(DATA SUPPLIED)

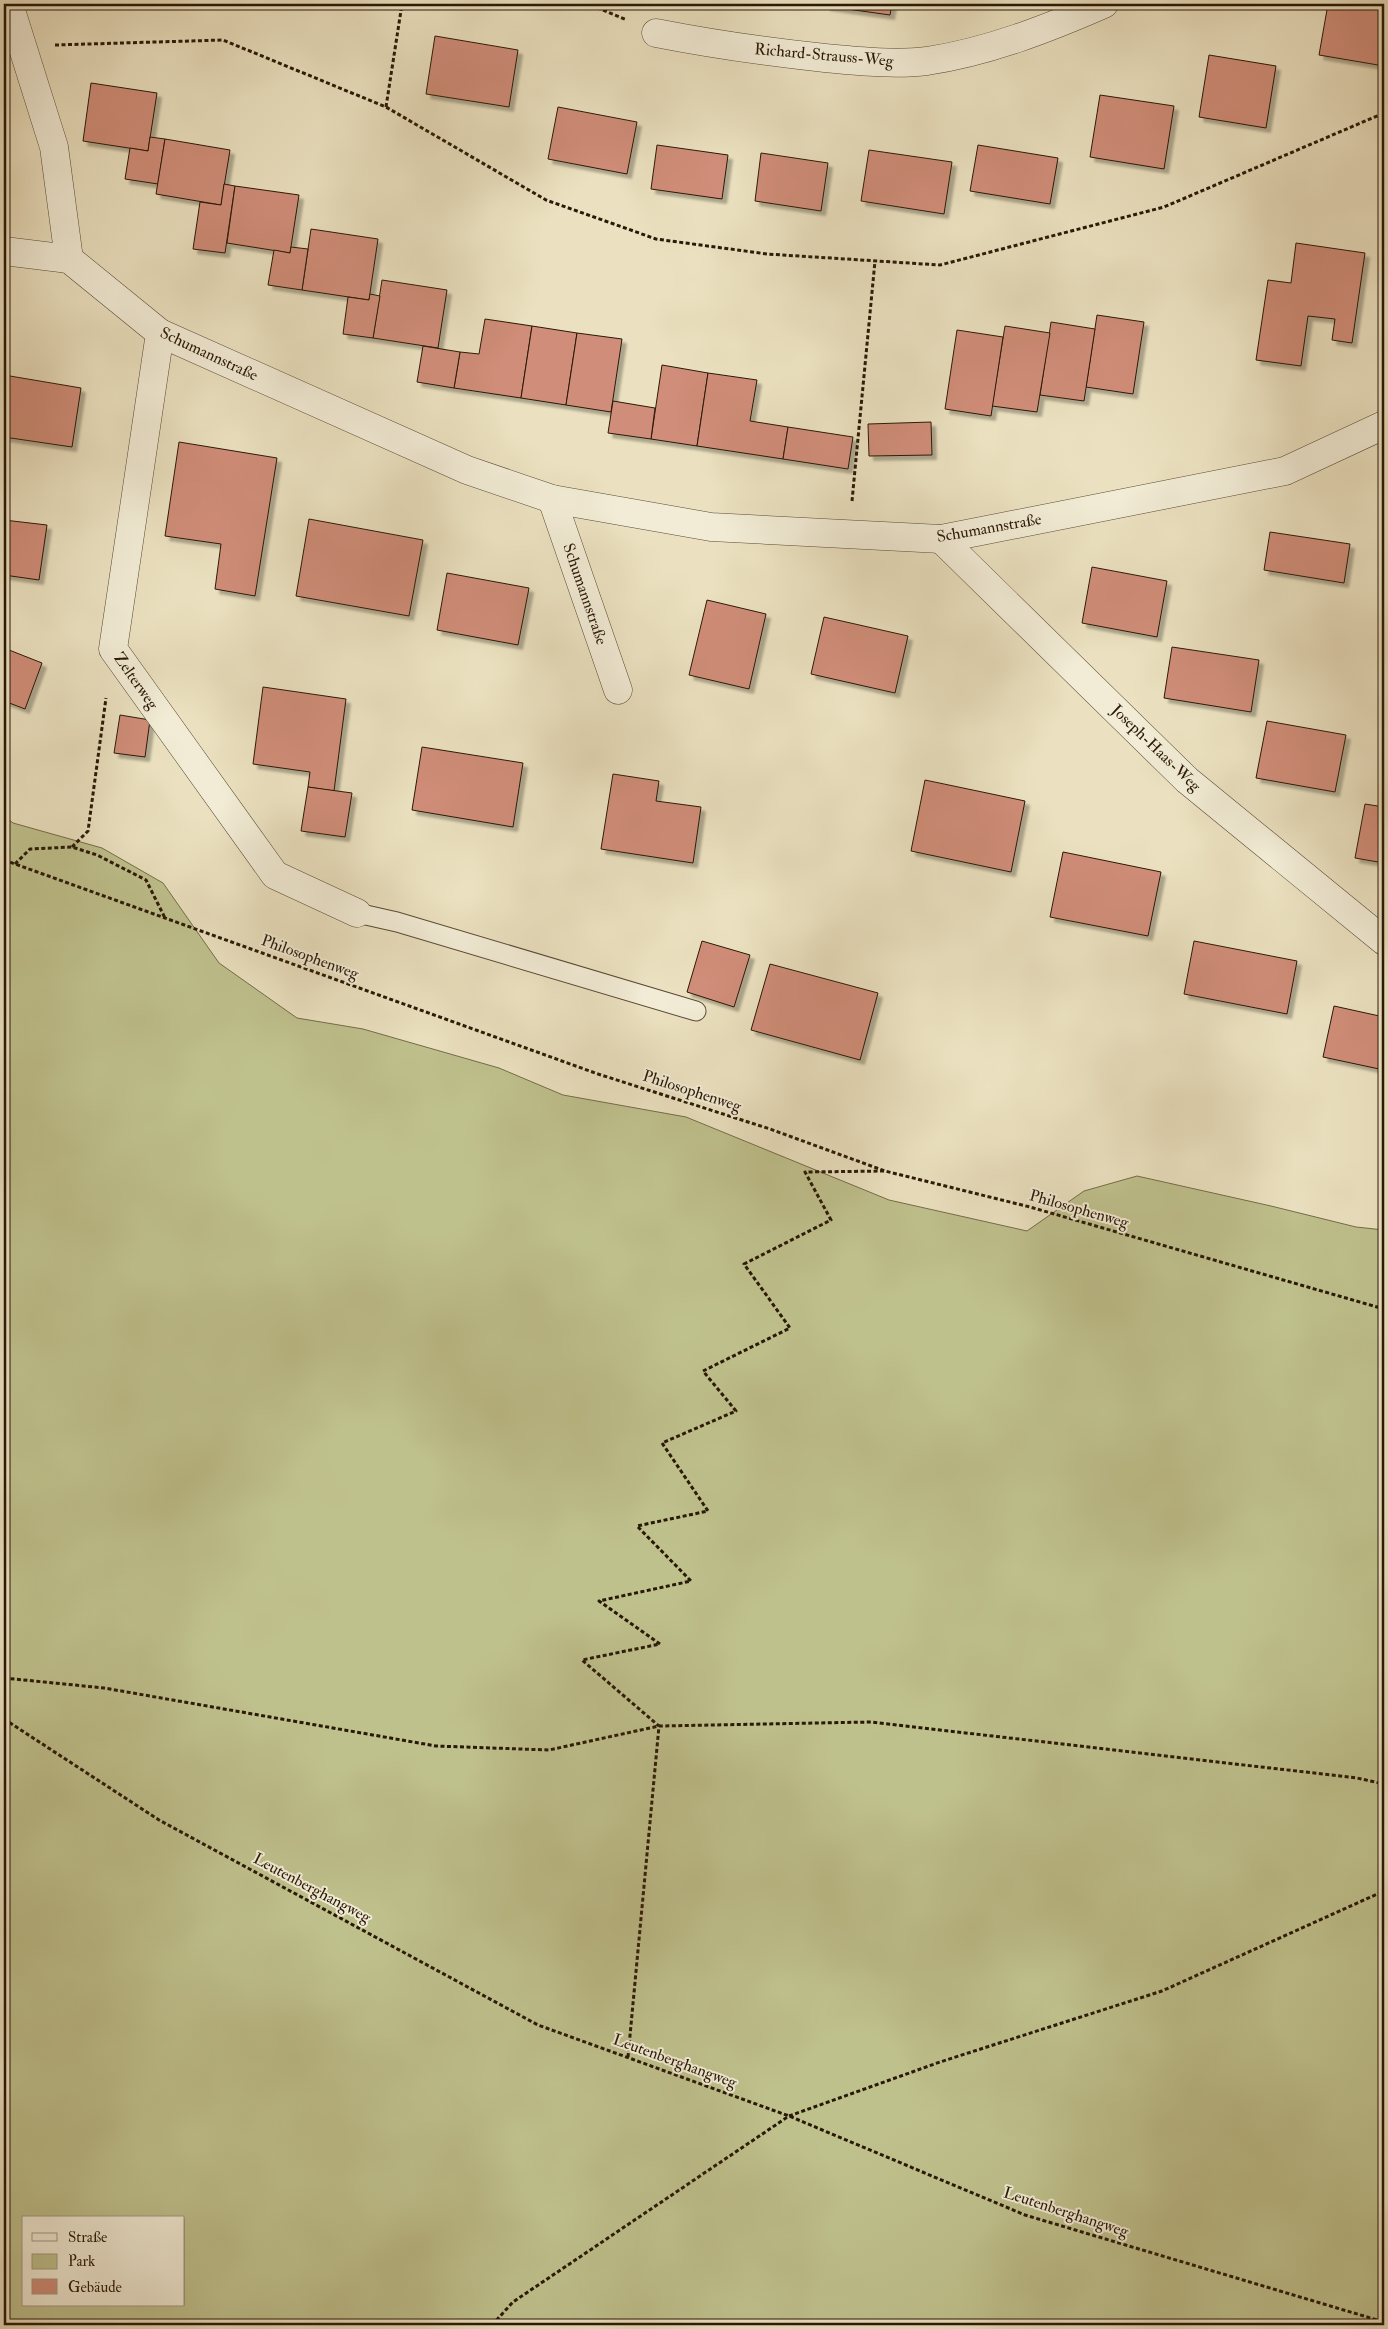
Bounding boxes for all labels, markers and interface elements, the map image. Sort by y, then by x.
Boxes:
street label: Richard-Strauss-Weg [754,39,896,71]
street label: Schumannstraße [157,323,262,386]
street label: Schumannstraße [935,509,1043,547]
street label: Schumannstraße [558,541,612,648]
street label: Zelterweg [109,649,163,714]
street label: Joseph-Haas-Weg [1106,699,1206,797]
street label: Philosophenweg [258,930,363,985]
street label: Philosophenweg [640,1066,745,1118]
street label: Philosophenweg [1027,1185,1132,1234]
street label: Leutenberghangweg [250,1849,375,1928]
street label: Leutenberghangweg [610,2029,741,2093]
street label: Leutenberghangweg [1001,2182,1132,2242]
legend [22,2216,185,2306]
text: Straße [68,2228,107,2247]
text: Park [68,2252,95,2271]
text: Gebäude [68,2278,122,2297]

(End DATA SUPPLIED)

■ **AIM OF THE TASK**
Return all records verbatim and drop the pictures.

■ **YOUR RESPONSE**
Bounding boxes for all labels, markers and interface elements, the map image. Sort by y, then by x.
Boxes:
street label: Richard-Strauss-Weg [754,39,896,71]
street label: Schumannstraße [157,323,262,386]
street label: Schumannstraße [935,509,1043,547]
street label: Schumannstraße [558,541,612,648]
street label: Zelterweg [109,649,163,714]
street label: Joseph-Haas-Weg [1106,699,1206,797]
street label: Philosophenweg [258,930,363,985]
street label: Philosophenweg [640,1066,745,1118]
street label: Philosophenweg [1027,1185,1132,1234]
street label: Leutenberghangweg [250,1849,375,1928]
street label: Leutenberghangweg [610,2029,741,2093]
street label: Leutenberghangweg [1001,2182,1132,2242]
legend [22,2216,185,2306]
text: Straße [68,2228,107,2247]
text: Park [68,2252,95,2271]
text: Gebäude [68,2278,122,2297]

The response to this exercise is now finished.